Bernice Rubens was applauded for her tragi-comic perspective
Bernice Rubens, who has died in a London hospital at the age of 76, became a surprise literary star in 1970 when her book, The Elected Member, stole the Booker Prize from a distinguished competition.
Rubens followed her unexpected victory with a string of books, as well as forging a second career as a documentary film maker.
She was born in South Wales, the daughter of Lithuanian Jewish refugees and it was her an unusual childhood that fuelled her fiction.
She later recalled: "I always had an outsider complex. But it's a benefit as a writer to be both an observer and to be part of life."

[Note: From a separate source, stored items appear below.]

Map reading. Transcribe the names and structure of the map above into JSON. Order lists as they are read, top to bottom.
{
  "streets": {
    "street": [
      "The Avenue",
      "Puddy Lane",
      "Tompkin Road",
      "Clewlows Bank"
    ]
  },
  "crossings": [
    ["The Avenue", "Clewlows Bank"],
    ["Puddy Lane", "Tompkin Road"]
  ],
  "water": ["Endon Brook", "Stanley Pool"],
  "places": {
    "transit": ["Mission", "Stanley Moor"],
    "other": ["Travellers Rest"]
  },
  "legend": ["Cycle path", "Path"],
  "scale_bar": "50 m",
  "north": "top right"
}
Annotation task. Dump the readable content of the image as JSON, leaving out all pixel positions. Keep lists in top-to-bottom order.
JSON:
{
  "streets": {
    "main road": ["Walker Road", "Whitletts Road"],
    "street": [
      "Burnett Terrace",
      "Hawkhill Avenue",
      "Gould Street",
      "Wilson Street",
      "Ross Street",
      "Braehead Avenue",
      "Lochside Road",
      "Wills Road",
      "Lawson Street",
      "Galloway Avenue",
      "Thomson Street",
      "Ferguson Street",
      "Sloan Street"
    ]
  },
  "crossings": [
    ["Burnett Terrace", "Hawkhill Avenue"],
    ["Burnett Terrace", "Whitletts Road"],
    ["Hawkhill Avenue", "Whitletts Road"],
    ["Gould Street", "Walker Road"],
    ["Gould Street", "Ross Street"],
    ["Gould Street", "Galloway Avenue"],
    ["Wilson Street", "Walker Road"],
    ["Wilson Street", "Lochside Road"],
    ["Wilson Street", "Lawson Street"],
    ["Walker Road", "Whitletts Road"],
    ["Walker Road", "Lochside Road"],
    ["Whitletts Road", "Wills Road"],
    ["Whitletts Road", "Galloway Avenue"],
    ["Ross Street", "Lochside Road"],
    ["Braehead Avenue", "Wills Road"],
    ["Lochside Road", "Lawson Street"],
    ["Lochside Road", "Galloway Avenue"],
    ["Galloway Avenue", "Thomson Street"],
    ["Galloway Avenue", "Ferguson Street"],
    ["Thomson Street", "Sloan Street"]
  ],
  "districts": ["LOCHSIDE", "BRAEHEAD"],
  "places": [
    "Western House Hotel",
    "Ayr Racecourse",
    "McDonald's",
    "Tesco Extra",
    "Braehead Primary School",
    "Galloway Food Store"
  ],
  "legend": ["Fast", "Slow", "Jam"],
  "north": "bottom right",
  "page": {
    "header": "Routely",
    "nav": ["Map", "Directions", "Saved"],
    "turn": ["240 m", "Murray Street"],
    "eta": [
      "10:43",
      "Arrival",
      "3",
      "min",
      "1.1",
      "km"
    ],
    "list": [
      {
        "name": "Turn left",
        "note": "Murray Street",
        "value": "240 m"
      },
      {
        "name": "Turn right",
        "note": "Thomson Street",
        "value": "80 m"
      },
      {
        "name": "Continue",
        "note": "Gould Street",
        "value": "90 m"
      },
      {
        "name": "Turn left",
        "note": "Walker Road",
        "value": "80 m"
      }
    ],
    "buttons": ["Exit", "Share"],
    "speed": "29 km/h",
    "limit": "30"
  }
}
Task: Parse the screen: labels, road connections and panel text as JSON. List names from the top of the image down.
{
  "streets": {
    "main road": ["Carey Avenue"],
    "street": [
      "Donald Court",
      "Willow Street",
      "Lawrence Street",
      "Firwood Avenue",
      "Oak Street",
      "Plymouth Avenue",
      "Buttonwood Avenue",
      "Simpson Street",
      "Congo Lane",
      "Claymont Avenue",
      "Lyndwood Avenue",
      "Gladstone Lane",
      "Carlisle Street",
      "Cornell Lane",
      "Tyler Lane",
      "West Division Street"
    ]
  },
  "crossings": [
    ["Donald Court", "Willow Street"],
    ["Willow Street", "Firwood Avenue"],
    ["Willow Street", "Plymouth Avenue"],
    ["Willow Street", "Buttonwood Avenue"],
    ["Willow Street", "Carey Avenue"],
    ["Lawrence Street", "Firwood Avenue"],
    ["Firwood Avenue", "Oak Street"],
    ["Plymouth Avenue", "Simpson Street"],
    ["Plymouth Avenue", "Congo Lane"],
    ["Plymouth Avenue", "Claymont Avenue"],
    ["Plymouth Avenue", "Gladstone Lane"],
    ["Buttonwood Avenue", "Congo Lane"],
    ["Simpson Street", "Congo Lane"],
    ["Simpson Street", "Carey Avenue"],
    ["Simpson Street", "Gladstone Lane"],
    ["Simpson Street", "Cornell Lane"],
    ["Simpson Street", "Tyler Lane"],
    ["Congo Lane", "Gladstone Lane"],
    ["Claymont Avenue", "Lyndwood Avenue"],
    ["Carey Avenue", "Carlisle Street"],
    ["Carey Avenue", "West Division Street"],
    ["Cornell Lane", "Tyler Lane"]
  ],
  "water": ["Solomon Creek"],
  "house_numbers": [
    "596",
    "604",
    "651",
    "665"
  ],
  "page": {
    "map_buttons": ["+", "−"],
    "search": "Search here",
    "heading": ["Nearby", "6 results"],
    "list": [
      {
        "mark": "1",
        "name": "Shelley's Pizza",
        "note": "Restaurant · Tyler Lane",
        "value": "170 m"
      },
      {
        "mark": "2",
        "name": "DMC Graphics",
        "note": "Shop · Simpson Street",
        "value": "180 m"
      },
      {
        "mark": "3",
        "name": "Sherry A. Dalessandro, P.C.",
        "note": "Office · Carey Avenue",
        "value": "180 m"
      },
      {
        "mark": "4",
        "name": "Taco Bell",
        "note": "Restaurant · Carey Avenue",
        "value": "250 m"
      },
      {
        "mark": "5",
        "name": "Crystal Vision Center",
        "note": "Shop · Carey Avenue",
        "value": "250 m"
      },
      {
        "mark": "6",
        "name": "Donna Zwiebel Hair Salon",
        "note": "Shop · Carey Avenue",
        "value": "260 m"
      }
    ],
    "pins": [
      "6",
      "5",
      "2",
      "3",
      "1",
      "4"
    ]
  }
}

Rubens read English at Cardiff University and, despite being a talented musician, moved to London to teach.
She began to write when her two daughters were small and her first novel, Set on Edge, was published in 1960.
Like much of her early work, it found critical acclaim but little popular success.
Her fourth book, The Elected Member, had sold only 3,000 copies when it became the second winner of fiction's biggest award.
The Elected Member was a surprise Booker winner
It beat offerings from such authors as Irish Murdoch and Elizabeth Bowen, but Rubens was philosophical about her prize. "It's all right," she said, "as long as you don't believe you've written the best book of the year."
Rubens was short-listed again eight years later with A Five Year Sentence. Like much of her work, it told the story of an East End Jewish family.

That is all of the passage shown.